SUPPLIED MATERIAL: Begin

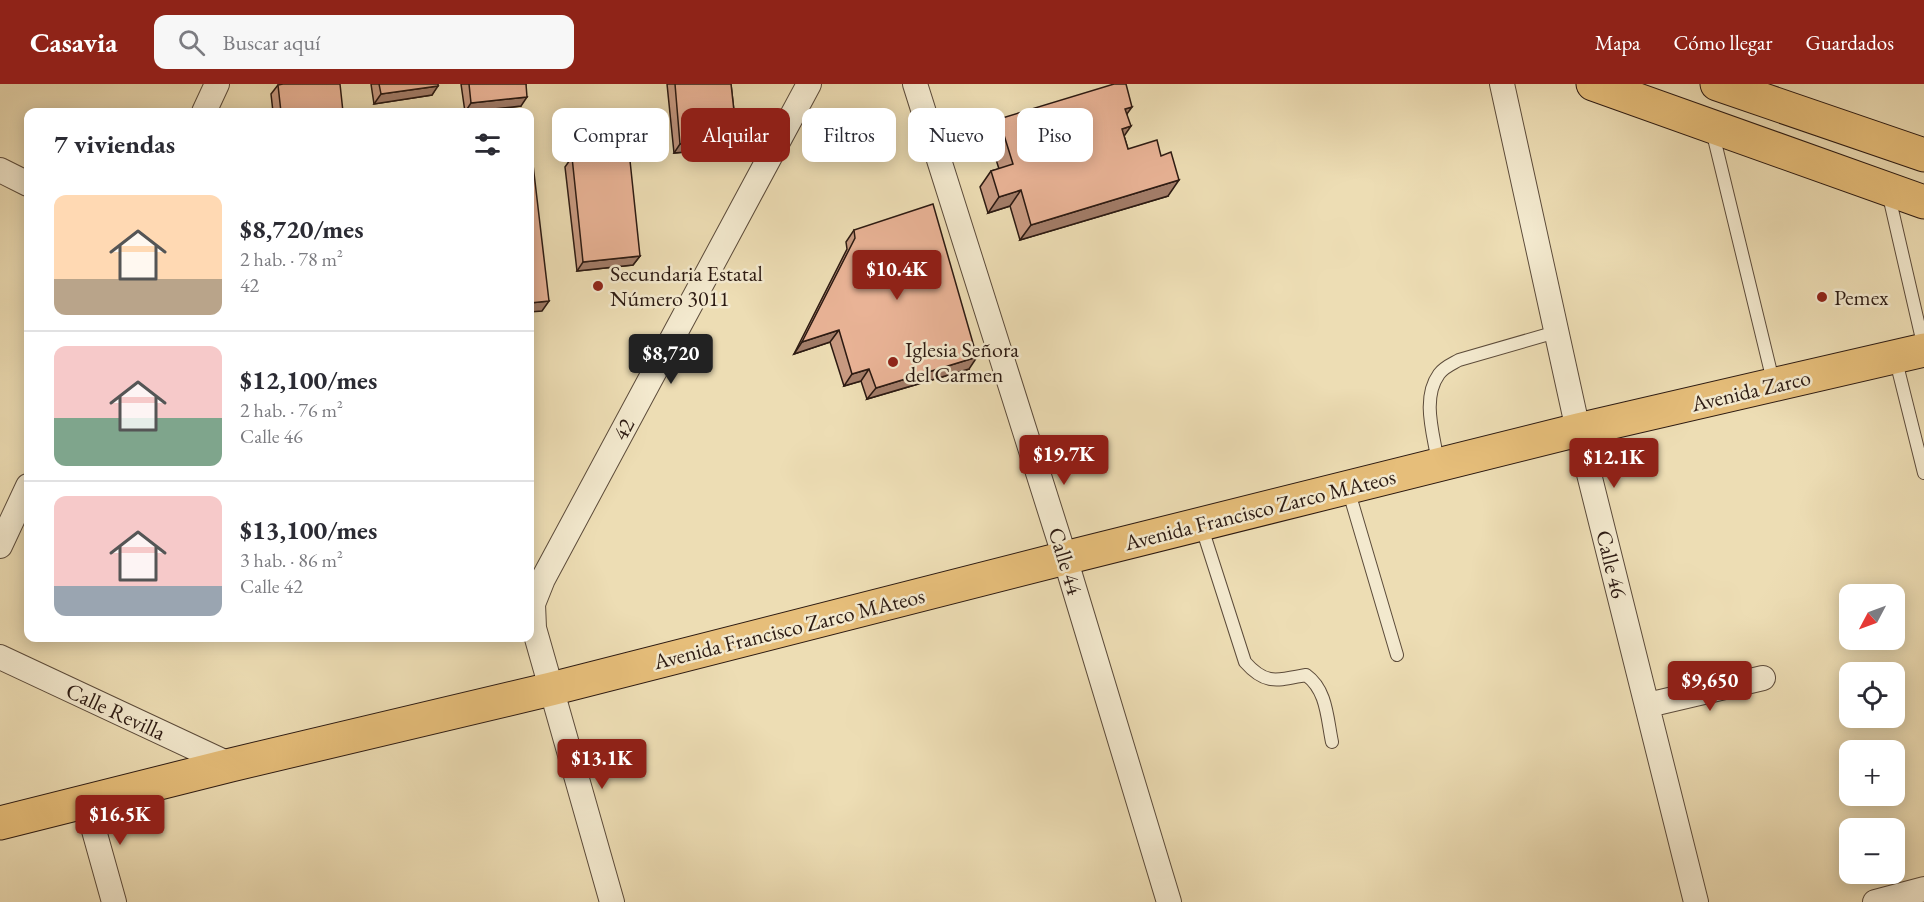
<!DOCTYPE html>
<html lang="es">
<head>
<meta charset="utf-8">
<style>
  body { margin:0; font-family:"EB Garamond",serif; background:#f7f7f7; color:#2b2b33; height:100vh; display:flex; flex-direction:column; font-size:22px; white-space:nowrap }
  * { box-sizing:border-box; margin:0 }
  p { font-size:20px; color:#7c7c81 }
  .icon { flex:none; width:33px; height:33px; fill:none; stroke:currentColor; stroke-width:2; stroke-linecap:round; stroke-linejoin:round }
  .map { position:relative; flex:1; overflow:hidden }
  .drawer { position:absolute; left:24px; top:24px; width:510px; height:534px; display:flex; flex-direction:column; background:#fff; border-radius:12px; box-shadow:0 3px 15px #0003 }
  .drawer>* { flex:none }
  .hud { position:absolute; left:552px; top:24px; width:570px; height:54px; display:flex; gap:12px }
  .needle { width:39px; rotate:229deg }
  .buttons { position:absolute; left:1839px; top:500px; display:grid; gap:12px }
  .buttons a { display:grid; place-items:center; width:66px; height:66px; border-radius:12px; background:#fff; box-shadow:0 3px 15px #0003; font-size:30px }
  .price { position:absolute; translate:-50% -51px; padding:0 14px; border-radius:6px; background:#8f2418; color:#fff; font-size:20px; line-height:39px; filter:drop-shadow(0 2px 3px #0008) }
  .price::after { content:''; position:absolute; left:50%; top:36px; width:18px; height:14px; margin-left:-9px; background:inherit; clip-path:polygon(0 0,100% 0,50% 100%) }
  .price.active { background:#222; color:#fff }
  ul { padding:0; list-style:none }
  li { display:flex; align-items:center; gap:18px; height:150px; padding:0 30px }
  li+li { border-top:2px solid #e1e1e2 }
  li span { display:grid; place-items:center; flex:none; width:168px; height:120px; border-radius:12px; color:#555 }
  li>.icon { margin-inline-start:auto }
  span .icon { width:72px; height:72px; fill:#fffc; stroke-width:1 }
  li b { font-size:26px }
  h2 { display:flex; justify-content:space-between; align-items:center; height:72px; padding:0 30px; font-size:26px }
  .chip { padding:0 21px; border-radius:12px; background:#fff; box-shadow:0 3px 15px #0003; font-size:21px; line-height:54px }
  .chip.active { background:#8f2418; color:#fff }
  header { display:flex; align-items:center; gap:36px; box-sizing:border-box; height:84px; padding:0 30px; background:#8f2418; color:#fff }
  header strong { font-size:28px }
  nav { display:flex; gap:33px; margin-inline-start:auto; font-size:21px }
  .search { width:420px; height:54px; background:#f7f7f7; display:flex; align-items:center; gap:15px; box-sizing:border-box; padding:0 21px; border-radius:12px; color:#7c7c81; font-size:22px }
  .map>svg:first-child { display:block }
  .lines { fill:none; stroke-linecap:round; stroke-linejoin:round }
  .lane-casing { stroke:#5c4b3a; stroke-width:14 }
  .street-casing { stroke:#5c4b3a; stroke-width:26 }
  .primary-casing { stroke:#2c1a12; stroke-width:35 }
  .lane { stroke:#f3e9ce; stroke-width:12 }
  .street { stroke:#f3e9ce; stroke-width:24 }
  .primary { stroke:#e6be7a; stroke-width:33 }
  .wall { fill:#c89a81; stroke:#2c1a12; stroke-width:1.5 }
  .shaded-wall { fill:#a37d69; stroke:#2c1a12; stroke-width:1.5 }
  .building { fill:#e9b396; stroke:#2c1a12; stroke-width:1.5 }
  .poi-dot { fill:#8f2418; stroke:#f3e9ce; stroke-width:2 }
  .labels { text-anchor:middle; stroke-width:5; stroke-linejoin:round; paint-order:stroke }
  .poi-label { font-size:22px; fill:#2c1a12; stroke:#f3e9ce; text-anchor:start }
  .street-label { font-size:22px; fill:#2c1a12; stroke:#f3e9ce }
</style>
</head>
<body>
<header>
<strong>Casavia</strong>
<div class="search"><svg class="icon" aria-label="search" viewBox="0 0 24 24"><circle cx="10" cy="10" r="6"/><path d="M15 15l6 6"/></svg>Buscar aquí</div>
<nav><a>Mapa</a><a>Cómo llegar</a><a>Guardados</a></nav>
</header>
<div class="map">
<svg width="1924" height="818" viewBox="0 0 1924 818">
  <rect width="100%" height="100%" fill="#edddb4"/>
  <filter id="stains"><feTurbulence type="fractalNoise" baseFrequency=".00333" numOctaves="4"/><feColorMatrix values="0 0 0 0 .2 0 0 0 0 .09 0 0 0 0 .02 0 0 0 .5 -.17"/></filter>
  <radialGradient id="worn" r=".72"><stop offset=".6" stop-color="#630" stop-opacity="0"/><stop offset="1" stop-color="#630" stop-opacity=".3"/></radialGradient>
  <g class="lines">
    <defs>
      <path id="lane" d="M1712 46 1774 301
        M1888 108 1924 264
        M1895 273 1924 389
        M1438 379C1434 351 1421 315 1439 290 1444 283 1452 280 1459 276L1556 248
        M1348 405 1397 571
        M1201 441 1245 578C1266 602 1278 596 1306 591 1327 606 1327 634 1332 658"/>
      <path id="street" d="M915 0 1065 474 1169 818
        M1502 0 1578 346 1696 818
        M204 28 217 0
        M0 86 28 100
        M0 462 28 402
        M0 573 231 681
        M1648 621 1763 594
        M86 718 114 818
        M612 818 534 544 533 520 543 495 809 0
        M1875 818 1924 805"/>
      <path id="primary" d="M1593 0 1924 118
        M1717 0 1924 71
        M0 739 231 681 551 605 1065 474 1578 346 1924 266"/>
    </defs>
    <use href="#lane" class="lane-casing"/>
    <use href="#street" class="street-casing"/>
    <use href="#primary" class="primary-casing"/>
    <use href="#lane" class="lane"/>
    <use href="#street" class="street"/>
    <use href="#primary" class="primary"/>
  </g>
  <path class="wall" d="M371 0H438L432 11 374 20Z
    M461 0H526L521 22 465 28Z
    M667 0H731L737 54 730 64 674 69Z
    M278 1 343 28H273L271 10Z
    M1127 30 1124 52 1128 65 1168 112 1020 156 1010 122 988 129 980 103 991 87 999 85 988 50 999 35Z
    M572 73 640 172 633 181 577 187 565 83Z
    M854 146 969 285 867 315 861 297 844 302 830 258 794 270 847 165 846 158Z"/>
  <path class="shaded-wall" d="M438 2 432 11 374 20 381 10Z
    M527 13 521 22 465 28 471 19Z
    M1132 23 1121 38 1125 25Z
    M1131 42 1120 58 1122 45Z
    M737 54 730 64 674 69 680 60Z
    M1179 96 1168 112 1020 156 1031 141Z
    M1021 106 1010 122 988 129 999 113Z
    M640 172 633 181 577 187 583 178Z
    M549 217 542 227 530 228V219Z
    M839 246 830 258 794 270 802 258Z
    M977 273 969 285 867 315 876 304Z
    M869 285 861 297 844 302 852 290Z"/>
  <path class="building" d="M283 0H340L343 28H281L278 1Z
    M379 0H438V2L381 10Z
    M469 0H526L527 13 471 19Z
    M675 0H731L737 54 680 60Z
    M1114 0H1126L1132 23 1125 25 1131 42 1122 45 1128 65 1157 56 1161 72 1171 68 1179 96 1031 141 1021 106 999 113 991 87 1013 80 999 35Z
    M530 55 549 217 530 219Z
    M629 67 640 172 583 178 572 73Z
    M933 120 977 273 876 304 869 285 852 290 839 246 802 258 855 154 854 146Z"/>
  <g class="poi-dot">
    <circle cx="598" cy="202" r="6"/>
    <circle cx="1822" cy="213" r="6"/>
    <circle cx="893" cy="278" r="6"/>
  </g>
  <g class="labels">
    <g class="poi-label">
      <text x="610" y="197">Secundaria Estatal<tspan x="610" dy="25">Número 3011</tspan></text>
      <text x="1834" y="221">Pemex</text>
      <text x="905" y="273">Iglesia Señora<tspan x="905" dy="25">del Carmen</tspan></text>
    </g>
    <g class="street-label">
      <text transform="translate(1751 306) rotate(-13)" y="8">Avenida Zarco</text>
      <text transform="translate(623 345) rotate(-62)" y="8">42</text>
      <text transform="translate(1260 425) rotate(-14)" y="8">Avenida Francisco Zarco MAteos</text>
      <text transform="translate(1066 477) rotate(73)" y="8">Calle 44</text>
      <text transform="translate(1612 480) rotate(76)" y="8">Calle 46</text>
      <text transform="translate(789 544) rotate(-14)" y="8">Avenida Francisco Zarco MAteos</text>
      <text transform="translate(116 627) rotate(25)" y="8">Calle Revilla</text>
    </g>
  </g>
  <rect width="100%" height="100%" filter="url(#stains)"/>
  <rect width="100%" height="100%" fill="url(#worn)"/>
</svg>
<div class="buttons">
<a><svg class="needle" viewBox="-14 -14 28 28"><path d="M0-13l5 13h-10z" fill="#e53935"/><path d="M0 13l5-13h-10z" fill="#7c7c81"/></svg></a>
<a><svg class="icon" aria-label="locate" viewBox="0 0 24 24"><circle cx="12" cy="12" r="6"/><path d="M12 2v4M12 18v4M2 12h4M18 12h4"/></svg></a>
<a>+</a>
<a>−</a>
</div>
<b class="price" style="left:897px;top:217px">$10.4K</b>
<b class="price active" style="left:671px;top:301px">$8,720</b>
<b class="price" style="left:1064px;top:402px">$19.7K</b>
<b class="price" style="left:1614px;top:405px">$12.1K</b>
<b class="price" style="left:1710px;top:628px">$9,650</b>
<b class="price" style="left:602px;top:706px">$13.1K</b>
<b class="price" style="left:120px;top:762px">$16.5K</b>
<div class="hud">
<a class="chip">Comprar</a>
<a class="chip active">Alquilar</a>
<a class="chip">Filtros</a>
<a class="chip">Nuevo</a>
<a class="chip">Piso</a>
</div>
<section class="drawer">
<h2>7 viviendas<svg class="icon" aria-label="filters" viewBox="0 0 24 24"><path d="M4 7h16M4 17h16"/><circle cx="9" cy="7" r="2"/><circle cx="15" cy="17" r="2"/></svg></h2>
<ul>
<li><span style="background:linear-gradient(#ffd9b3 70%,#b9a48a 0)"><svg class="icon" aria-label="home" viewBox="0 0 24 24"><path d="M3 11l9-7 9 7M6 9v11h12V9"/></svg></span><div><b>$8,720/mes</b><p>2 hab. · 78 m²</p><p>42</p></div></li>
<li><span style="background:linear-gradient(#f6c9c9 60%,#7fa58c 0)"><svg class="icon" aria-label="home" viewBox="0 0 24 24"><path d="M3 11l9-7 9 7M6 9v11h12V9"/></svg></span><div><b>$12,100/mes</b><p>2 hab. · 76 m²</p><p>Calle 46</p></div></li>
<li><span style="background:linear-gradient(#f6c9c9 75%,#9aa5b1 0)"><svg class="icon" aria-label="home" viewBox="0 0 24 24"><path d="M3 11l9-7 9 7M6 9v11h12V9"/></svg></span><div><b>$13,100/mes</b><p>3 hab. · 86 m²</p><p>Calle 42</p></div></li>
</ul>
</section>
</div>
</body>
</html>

SUPPLIED MATERIAL: End

#### [WHAT YOU SHOULD DO]
Tell me how many lines of the records include the word "worn", and say nothing else.

#### [YOUR RESPONSE]
2